- Also known as: Chris Stussy
- Born: Niels Christiaan Steenbergen 2 July 1994 (age 32) Leiderdorp, Netherlands
- Genres: Deep tech; deep house; house; electro house; minimal house;
- Occupations: Record producer; DJ;
- Years active: 2014–present
- Label: Up the Stuss
- Website: chrisstussy.com

= Chris Stassy =

Dutch DJ and producer (born 1994)

Niels Christiaan Steenbergen (born 2 July 1994), better known by stage names Chris Stussy and Chris Stassy, is a Dutch DJ and producer.

Chris Stassy has released music on his imprint Up the Stuss and well-known record labels such Fuse London, Kaoz Theory, PIV and Rutilance Recordings. His songs include "Pumpin'", "Won't Stop (Don't)", "Breather", "Wide Awake" and "Midtown Playground". His most famous single, "Desire" has been streamed over 50 million times on Spotify.

==Personal life==
Niels Steenbergen grew up in Leiden, a municipality in South Holland near the coast, which is 30 minutes away from Amsterdam and Rotterdam.

==Career==
Stassy has performed at DC10, Amnesia in Ibiza, Coachella, Music On, Mint, Creamfields, Club Space and Parklife. He worked as one half of the musical duo Stussko with Kolter, and as one half of the duo Across Boundaries, with Locklead.
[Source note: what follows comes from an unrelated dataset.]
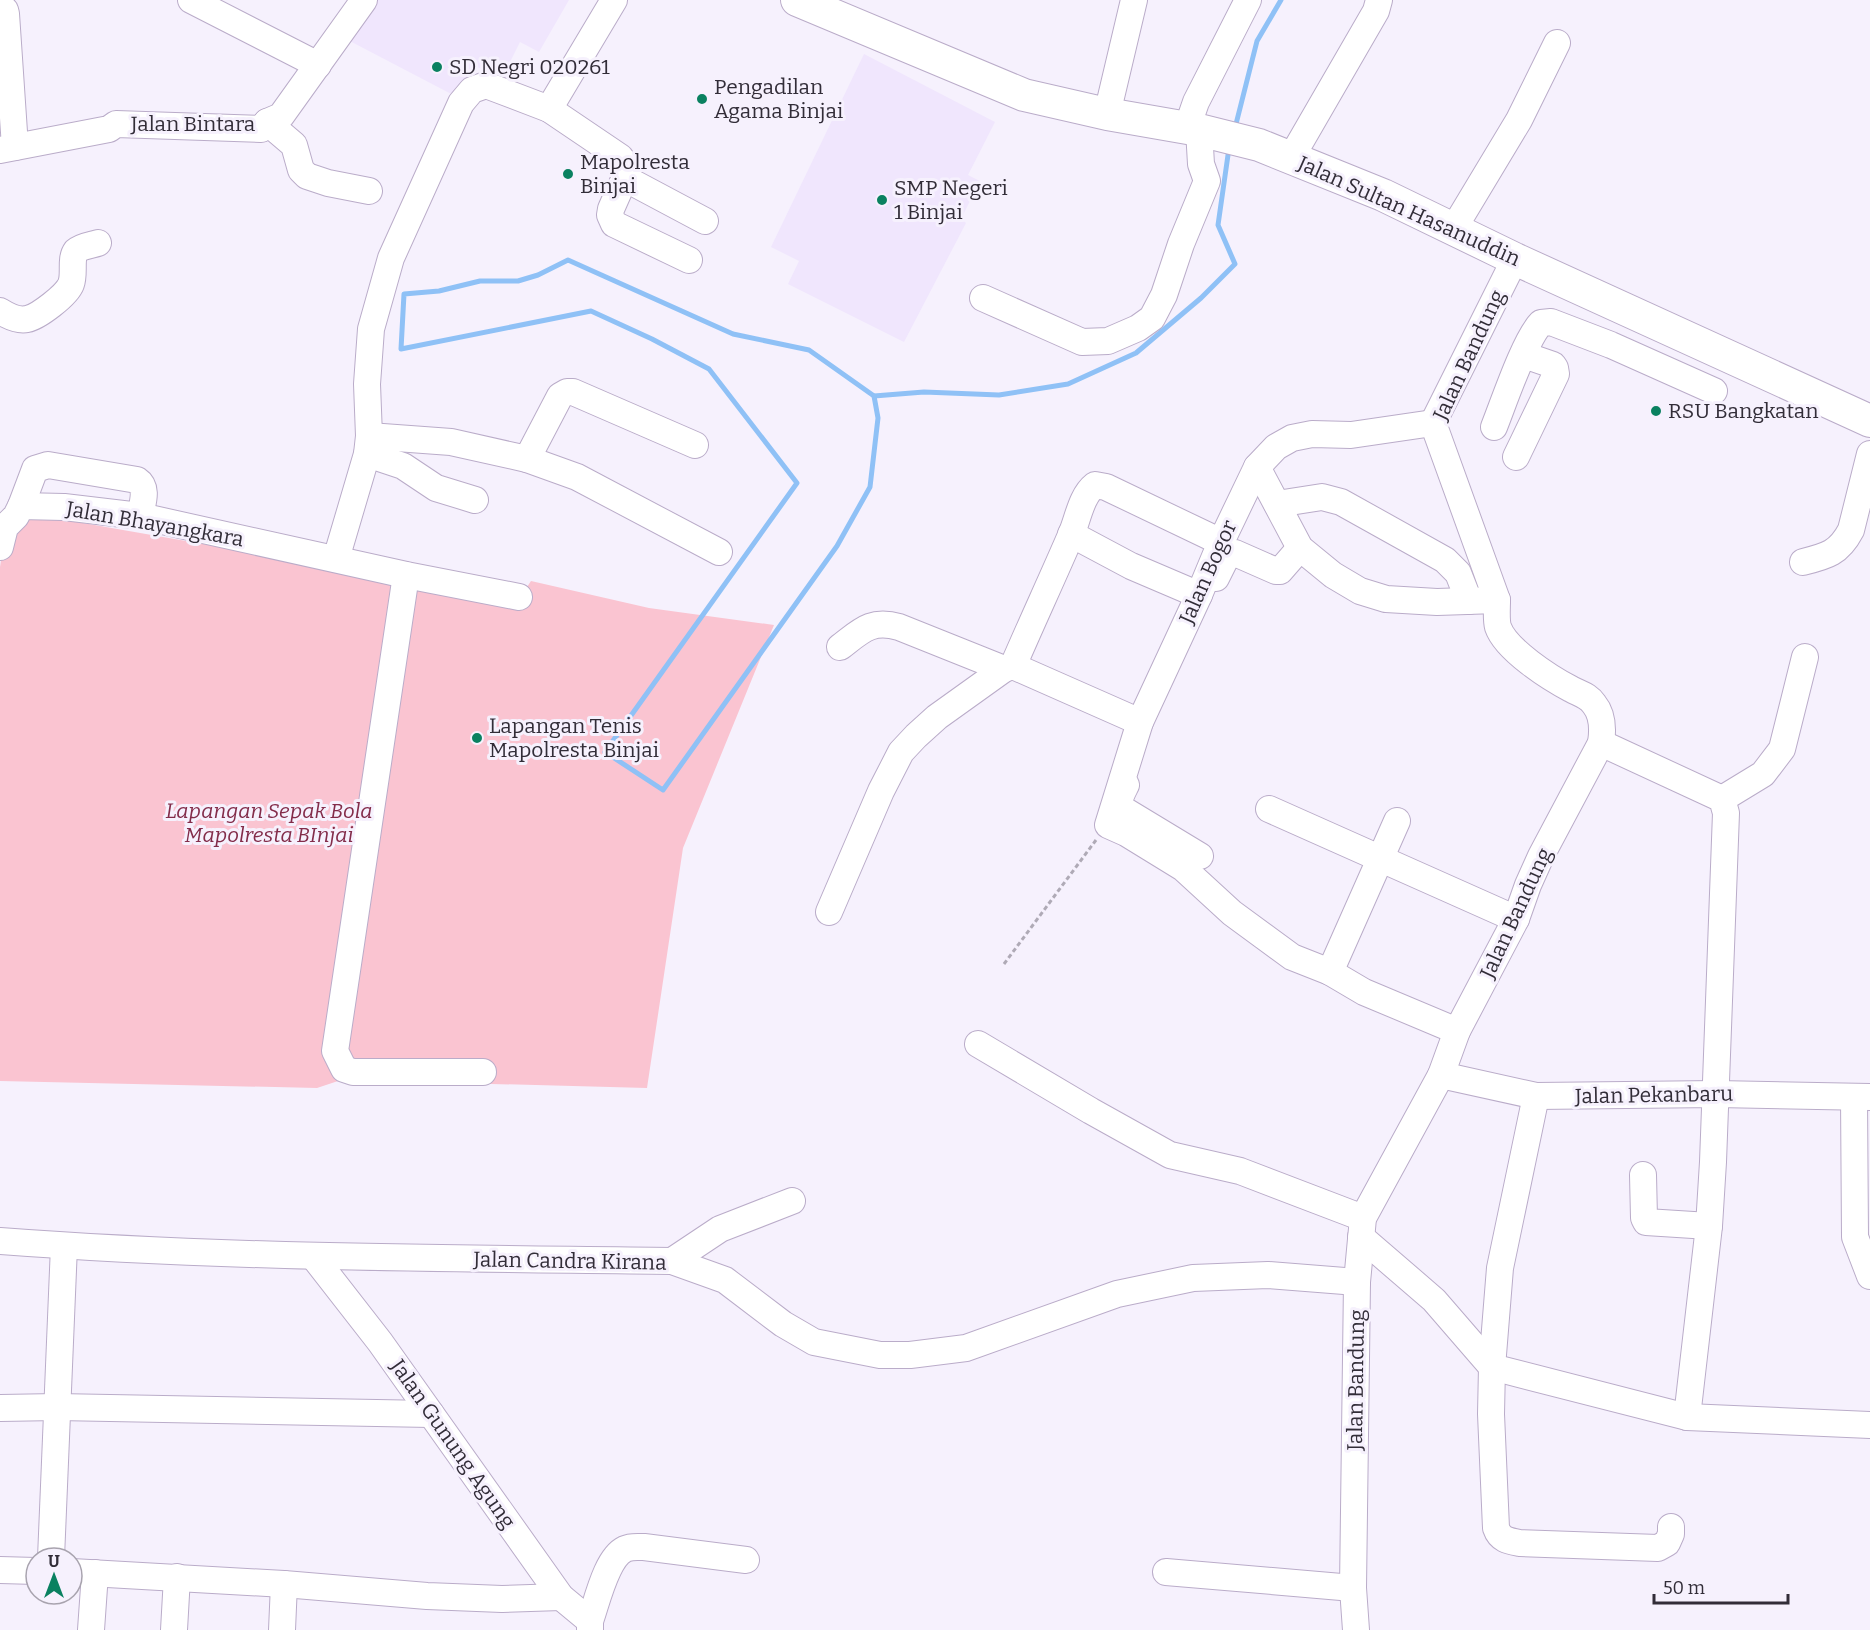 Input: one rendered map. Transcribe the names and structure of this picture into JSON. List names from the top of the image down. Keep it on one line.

In 2020, Stassy founded his own record label called Up the Stuss.

Stassy's career significantly grew in 2023, with the release of hit single "All Night Long", released on his own recording label. This single, along with the following "Midtown Playground EP", released on Fuse Records, greatly increased the artist's streaming numbers, which today surpasses 2 million monthly listeners.

In February 2024, Stassy launched a docu-series titled Chris Stussy: Uncut on his YouTube channel. The monthly series followed Stassy behind the scenes from the past two years of shows, producing and more.
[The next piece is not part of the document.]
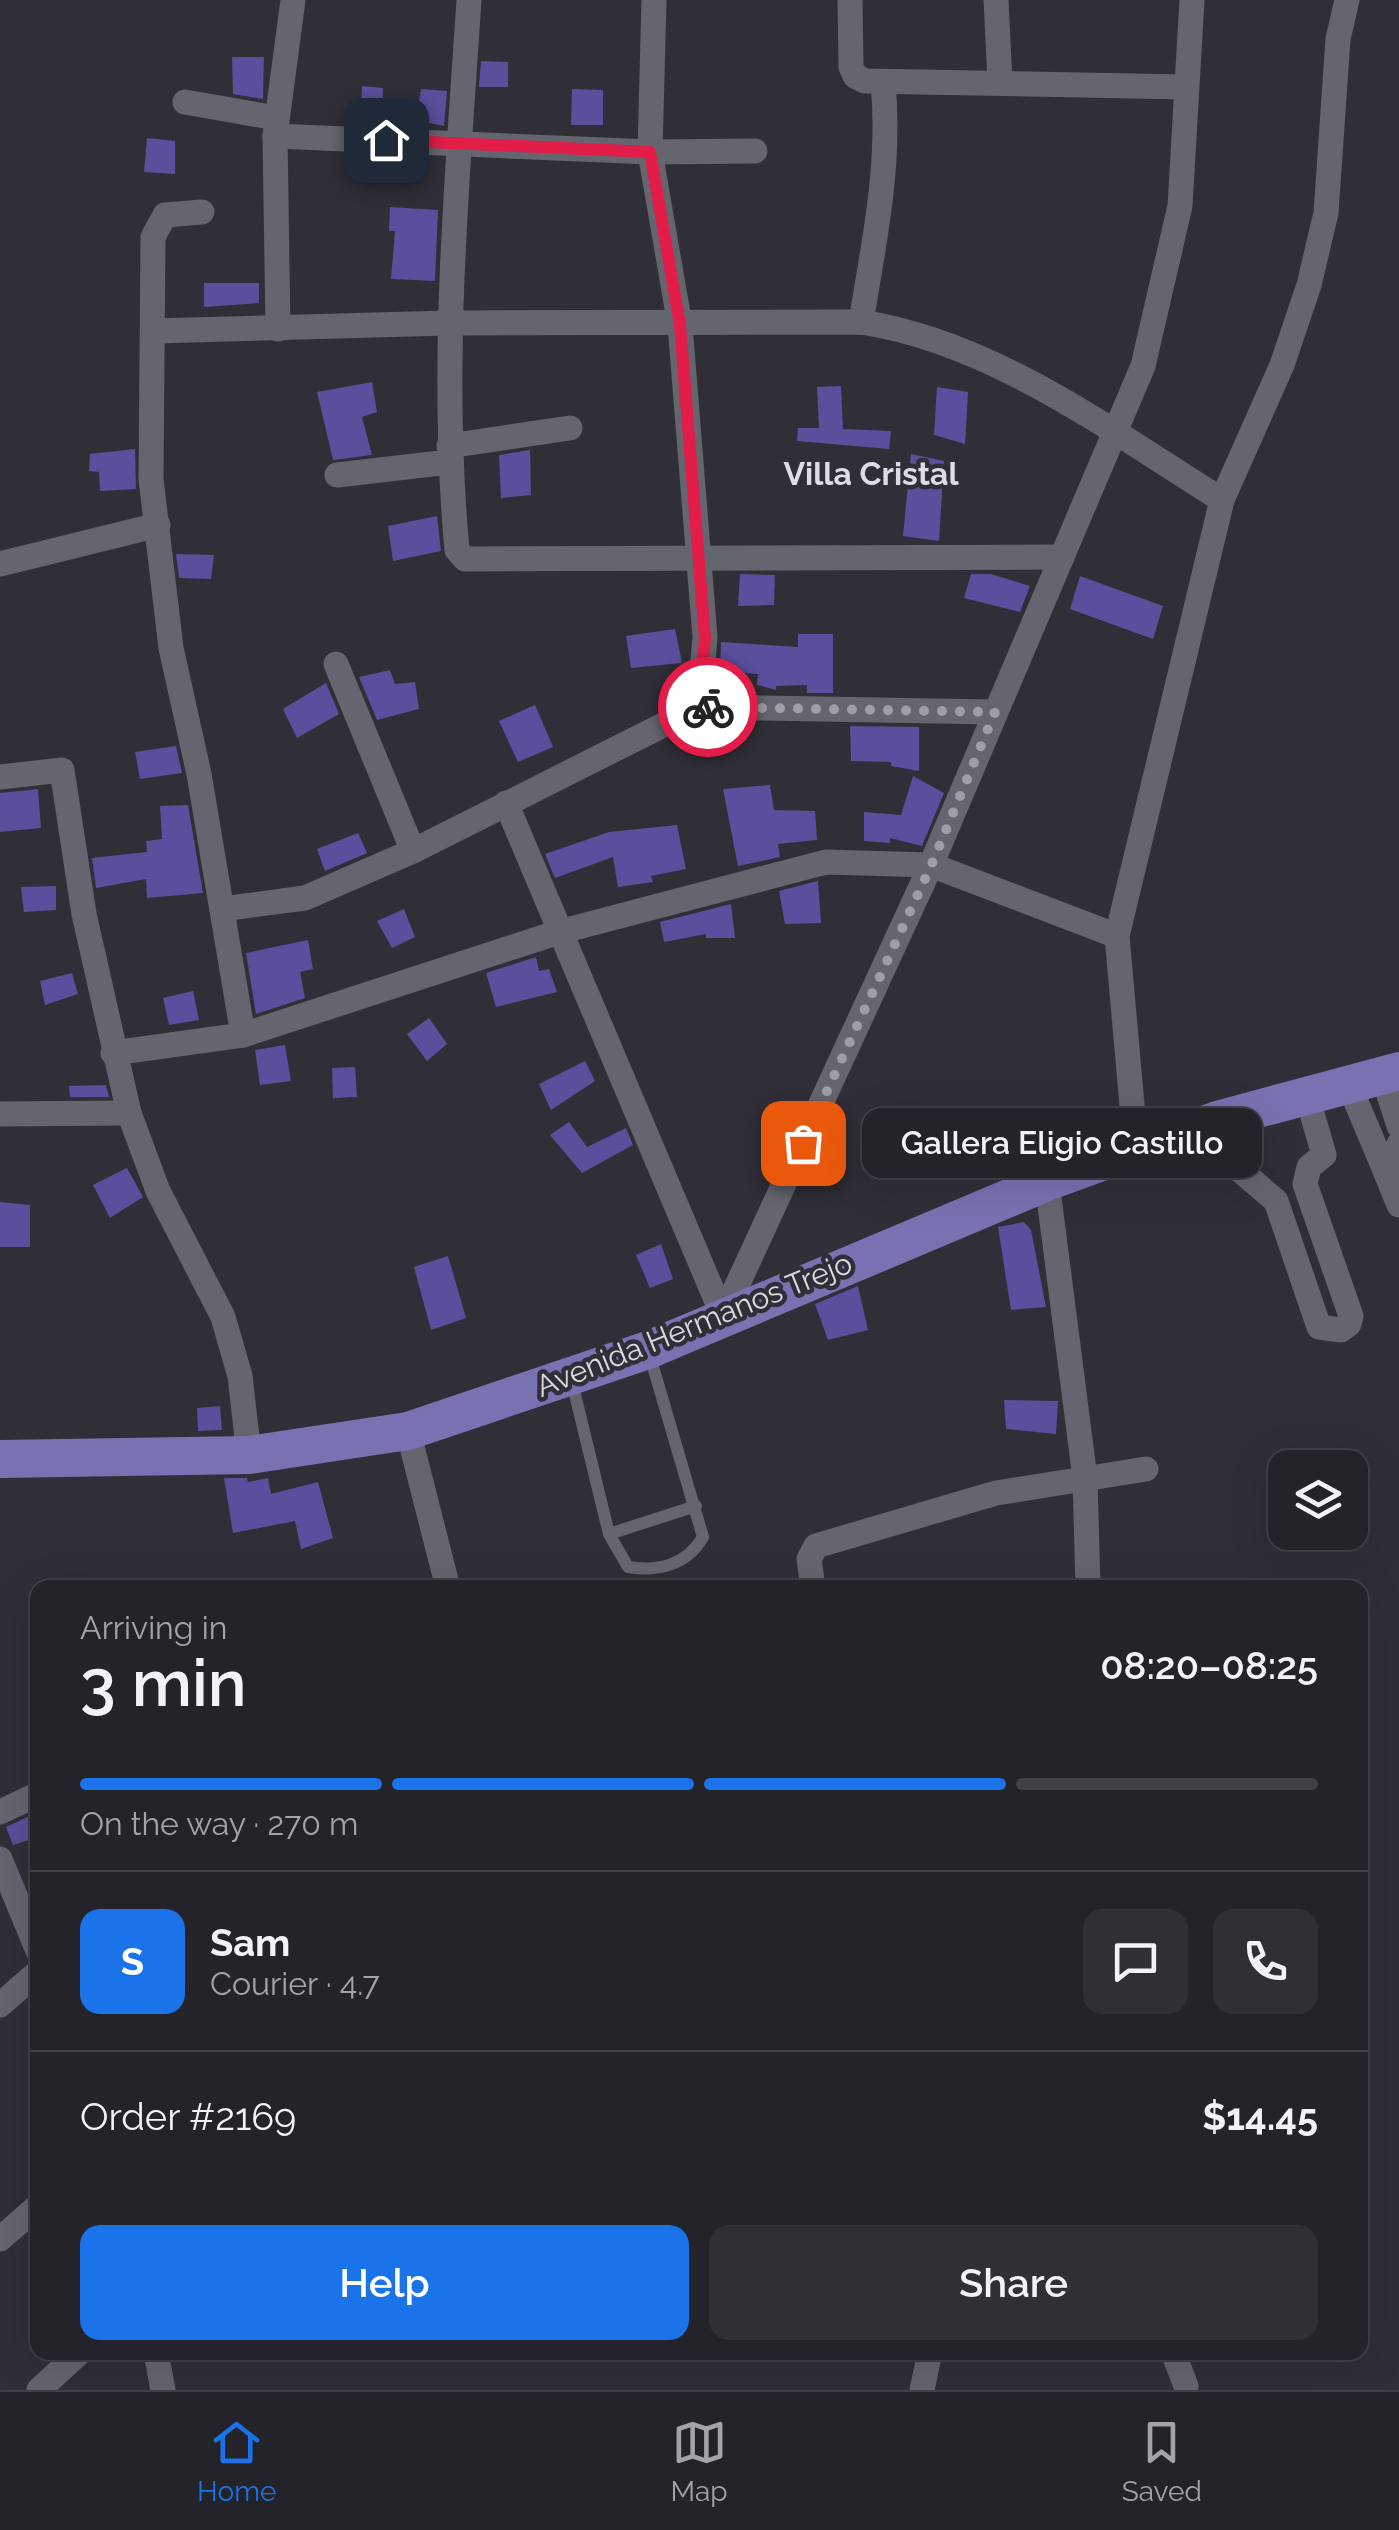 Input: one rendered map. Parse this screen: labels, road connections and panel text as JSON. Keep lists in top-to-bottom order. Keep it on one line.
{"streets":{"main road":["Avenida Hermanos Trejo"]},"districts":["Villa Cristal"],"places":["Gallera Eligio Castillo"],"page":{"bubble":"Gallera Eligio Castillo","heading":["3 min","Arriving in","08:20–08:25"],"panel":["Sam","Courier · 4.7","Order #2169","$14.45"],"bar":"On the way · 270 m","round":"S","buttons":["Help","Share"],"tabs":["Home","Map","Saved"]}}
In May 2024, Stassy performed the first Boiler Room event of his career, at Warehouse '92 in Edinburgh.

Stassy announced in September 2024 that he would be launching his own event series, called 'USS', in London. The inaugural show was held on 1 February 2025. At USS events, Stassy cultivates a no-phones policy, aiming to create a shared connection between the DJ, the sound system and the people in the room.

In February 2026, Stassy announced his debut album Lost, Found & Forgotten, which was released in April of the same year.
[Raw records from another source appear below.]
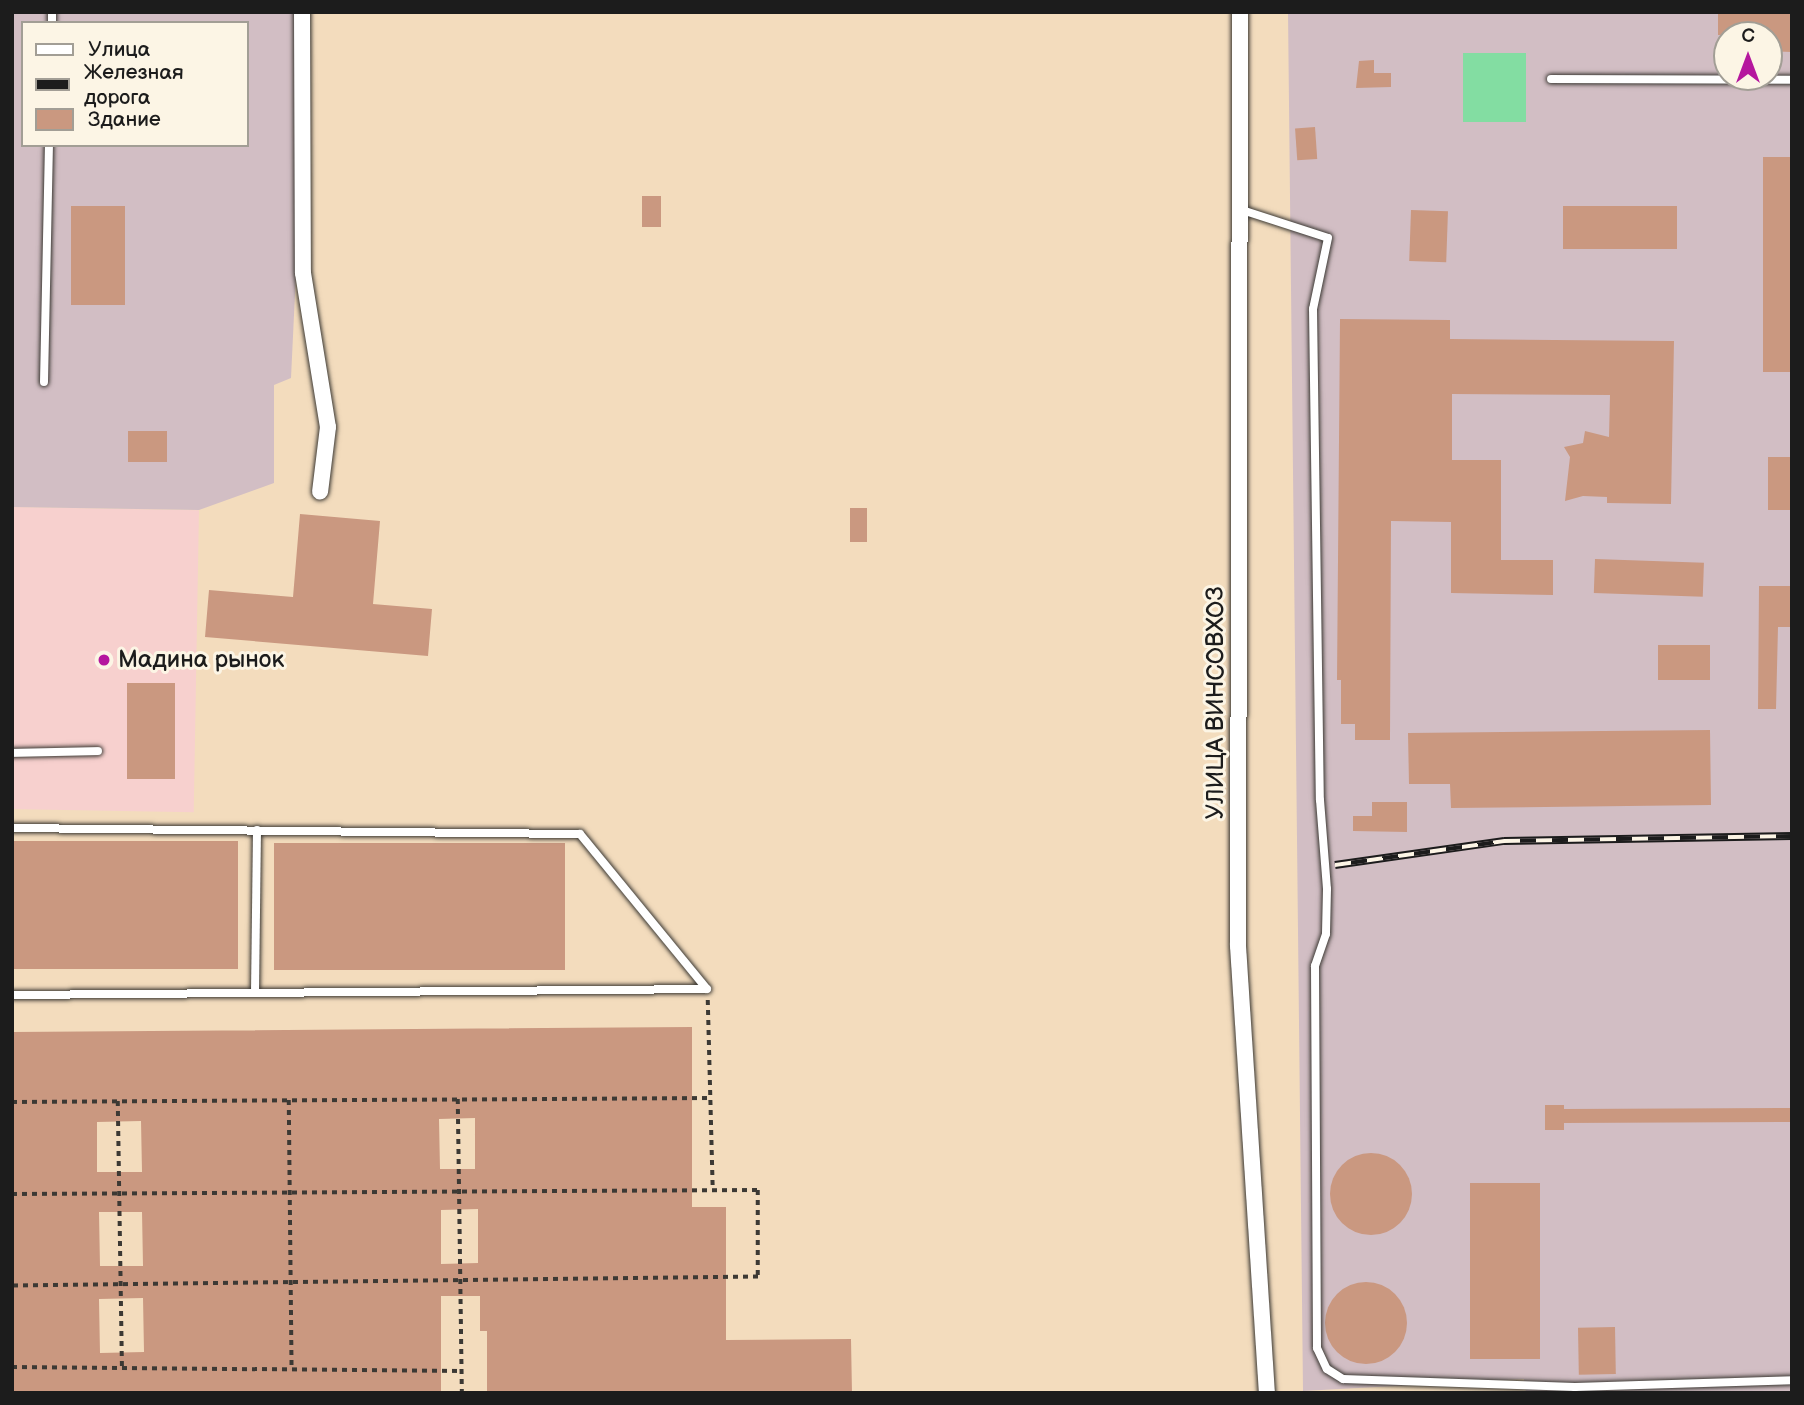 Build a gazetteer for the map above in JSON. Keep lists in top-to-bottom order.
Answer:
{
  "streets": {
    "street": ["УЛИЦА ВИНСОВХОЗ"]
  },
  "places": ["Мадина рынок"],
  "legend": ["Улица", "Железная дорога", "Здание"],
  "north": "top"
}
He took over a four-part series on Radio 1's Residency for BBC Radio 1 Dance in April 2026, where he showcased his musical evolution and debut album Lost, Found & Forgotten. He also previously delivered a landmark BBC Radio 1 Essential Mix in October 2024.

In August 2026, he changed his stage name from Chris Stussy to Chris Stassy.
==Discography==
===Albums===
- Get Together (with S.A.M, 2021)
- Mysteries of the Universe (2022)
- Lost, Found & Forgotten (2026)

- with Across Boundaries
- Sense of Future (2023)
- Sakura (2025)

===Singles and EPs===
- Movement EP (2014)
- "Unexpected" (2014)
- One Thing I Can EP (2015)
- "Display & Sustain" (2015)
- "For the Music" (2015)
- "The Machine" (2016)
- Creativity EP (2016)
- Chris Stussy (2016)
- "Take My Swing" (2016)
- The Heat EP (2016)
- Wanna Dance EP (2017)
- Soul Patrol EP (2017)
- Music On EP (2017)
- Ladies Night EP (2017)
- Brooklyn Tears EP (2017)
- Nighdriver EP (2017)
- Boogie Trippin EP (2018)
- "Material / The System" (2018)
- Positive Mind EP (2018)
- "PIV Limited 002 / Speak" (2018)
- Politics of Dancing X Chris Stussy & Sun Archive (2019)
- Whatudo EP (2019)
- Reminders, Vol.5 (2019)
- Shades of Grey EP (with Djebali, 2019)
- Electro City Moving EP (2019)
- "ENDZ032" (2020)
- "Nunchi" (2020)
- Timewriter EP (2020)
- Across Ocean EP (2020)
- Take a Leap of Faith EP (2021)
- A Glimmer of Hope EP (2021)
- Angel in the Sky EP (2022)
- "All Night Long" (2023)
- Midtown Playground EP (2023)
- "Desire" (2024)
- "Go" (with Moby) (2024)
- Won't Stop (Don't) EP (2024)
- "It's About Us" (2025)
- "Wide Awake" (feat. Tom Did It) (2026)

- with Across Boundaries
- "Synergy" (2024)

===Remixes===
- Kerri Chandler and Troy Denari - "The Way It Goes (Track 1)" (Chris Stussy Remix) (2020)
- Solaris Heights - "Midnight" (Chris Stussy Remix) (2021)
- Todd Terry and Sound Design - "Bounce to the Beat" (Chris Stussy Remix) (2024)
- Kettama - "It Gets Better" (Chris Stussy Remix) (2025)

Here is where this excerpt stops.